= REQUIREMENT =
Copy the entries below exactly; any picture among them should be left out.

= GIVEN INFORMATION =
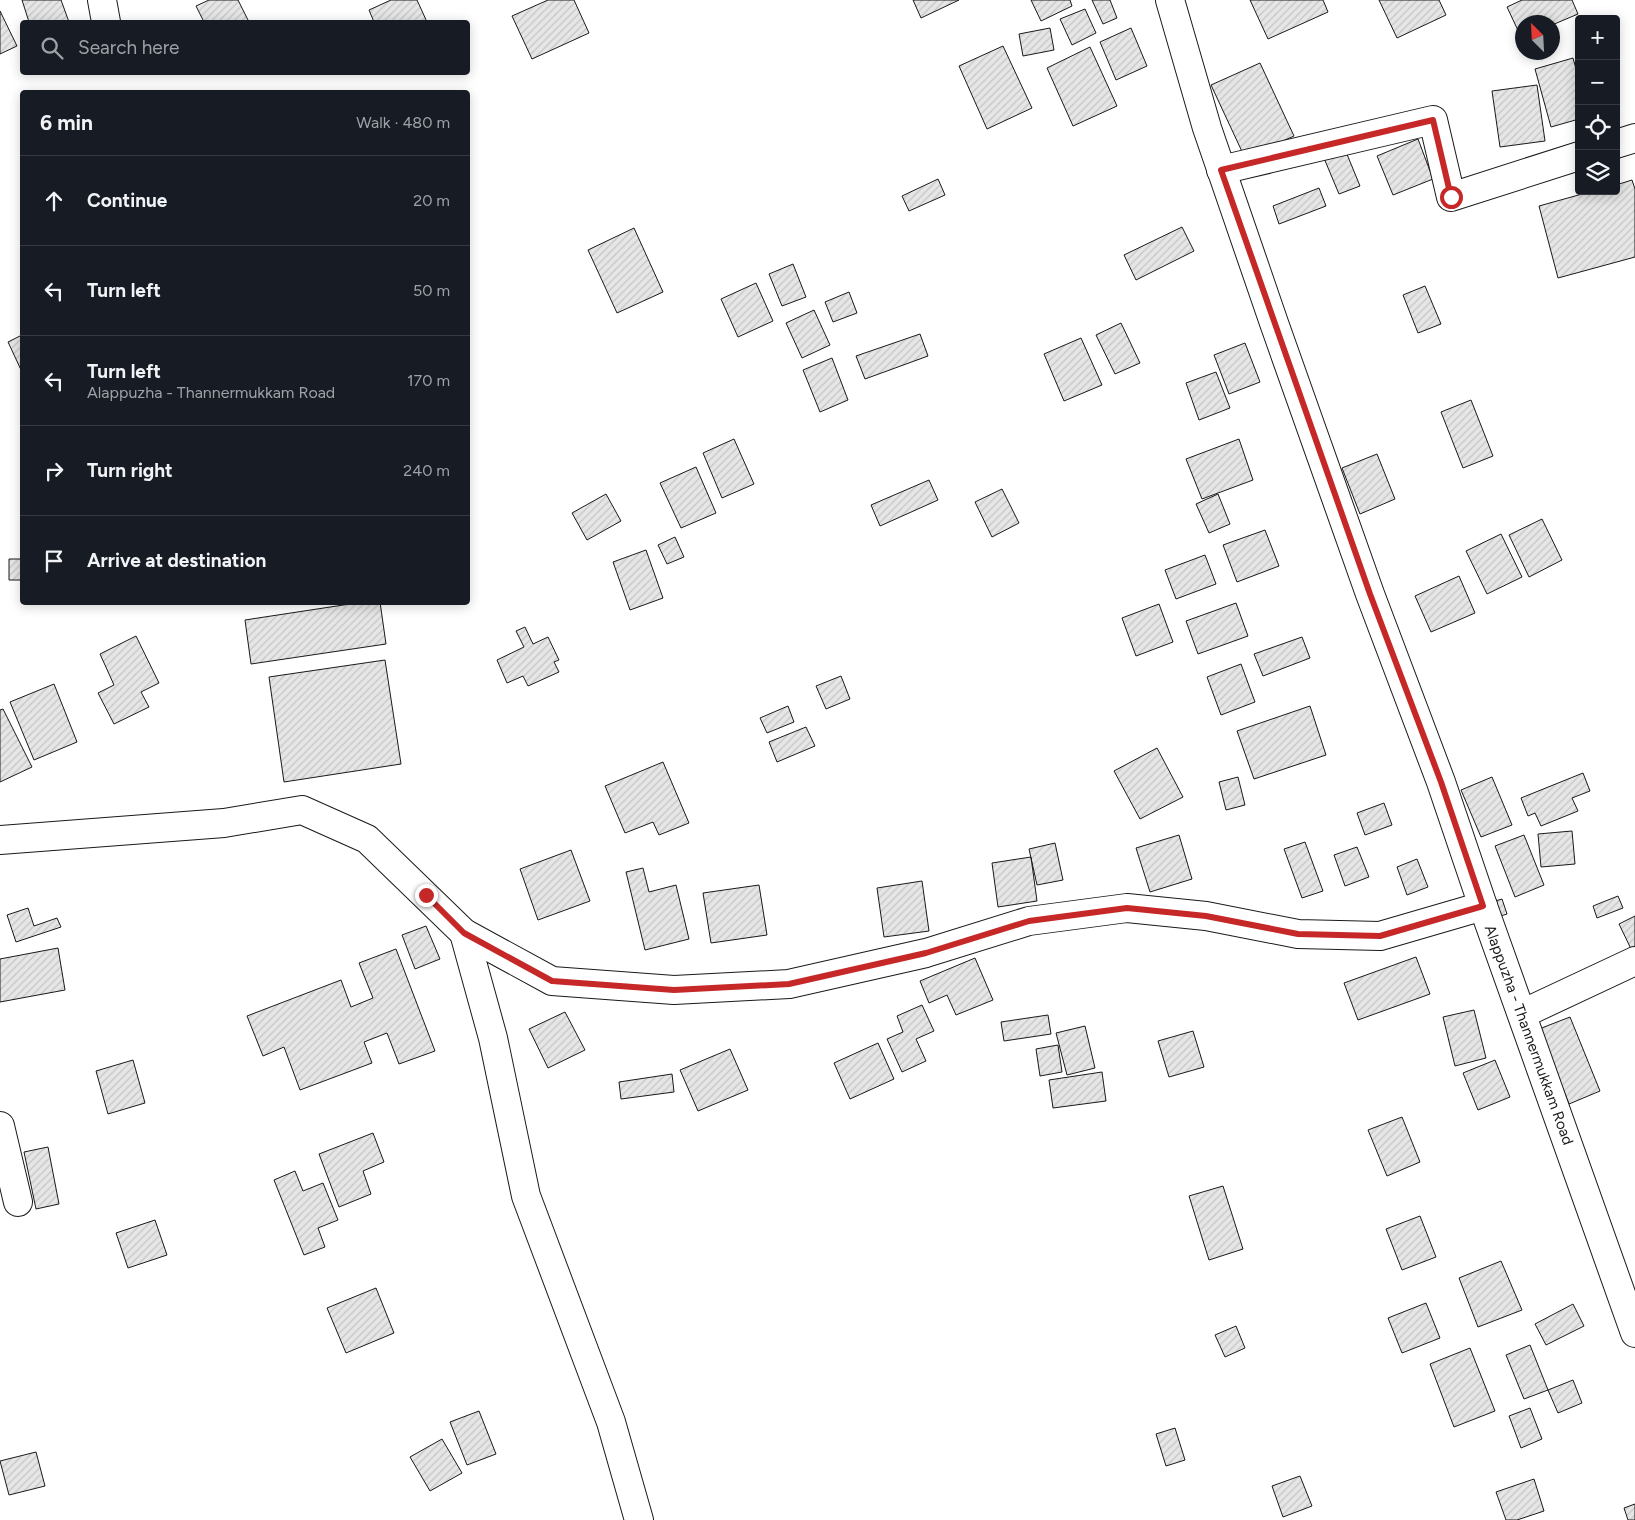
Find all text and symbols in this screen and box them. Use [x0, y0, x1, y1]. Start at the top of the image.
north arrow [1515, 15, 1560, 60]
map controls [1575, 15, 1620, 195]
button: + [1575, 15, 1620, 60]
search box [20, 20, 470, 75]
icon: search [38, 34, 66, 62]
text: Search here [78, 36, 180, 59]
button: − [1575, 60, 1620, 105]
button: locate [1575, 105, 1620, 150]
text: 6 min [40, 110, 93, 135]
text: Walk · 480 m [356, 113, 450, 132]
button: layers [1575, 150, 1620, 195]
route start [1440, 186, 1463, 209]
icon: ahead [40, 187, 68, 215]
text: Continue [87, 189, 167, 212]
text: 20 m [413, 191, 450, 210]
icon: left [40, 277, 68, 305]
text: Turn left [87, 279, 161, 302]
text: 50 m [413, 281, 450, 300]
text: Turn left [87, 360, 161, 383]
icon: left [40, 367, 68, 395]
text: 170 m [407, 371, 450, 390]
text: Alappuzha - Thannermukkam Road [87, 383, 335, 402]
icon: right [40, 457, 68, 485]
text: Turn right [87, 459, 173, 482]
text: 240 m [403, 461, 450, 480]
icon: arrive [40, 547, 68, 575]
text: Arrive at destination [87, 549, 266, 572]
route end [415, 884, 438, 907]
street label: Alappuzha - Thannermukkam Road [1481, 923, 1577, 1147]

= RESULT OF THE EXERCISE =
Find all text and symbols in this screen and box them. Use [x0, y0, x1, y1]. Start at the top of the image.
north arrow [1515, 15, 1560, 60]
map controls [1575, 15, 1620, 195]
button: + [1575, 15, 1620, 60]
search box [20, 20, 470, 75]
icon: search [38, 34, 66, 62]
text: Search here [78, 36, 180, 59]
button: − [1575, 60, 1620, 105]
button: locate [1575, 105, 1620, 150]
text: 6 min [40, 110, 93, 135]
text: Walk · 480 m [356, 113, 450, 132]
button: layers [1575, 150, 1620, 195]
route start [1440, 186, 1463, 209]
icon: ahead [40, 187, 68, 215]
text: Continue [87, 189, 167, 212]
text: 20 m [413, 191, 450, 210]
icon: left [40, 277, 68, 305]
text: Turn left [87, 279, 161, 302]
text: 50 m [413, 281, 450, 300]
text: Turn left [87, 360, 161, 383]
icon: left [40, 367, 68, 395]
text: 170 m [407, 371, 450, 390]
text: Alappuzha - Thannermukkam Road [87, 383, 335, 402]
icon: right [40, 457, 68, 485]
text: Turn right [87, 459, 173, 482]
text: 240 m [403, 461, 450, 480]
icon: arrive [40, 547, 68, 575]
text: Arrive at destination [87, 549, 266, 572]
route end [415, 884, 438, 907]
street label: Alappuzha - Thannermukkam Road [1481, 923, 1577, 1147]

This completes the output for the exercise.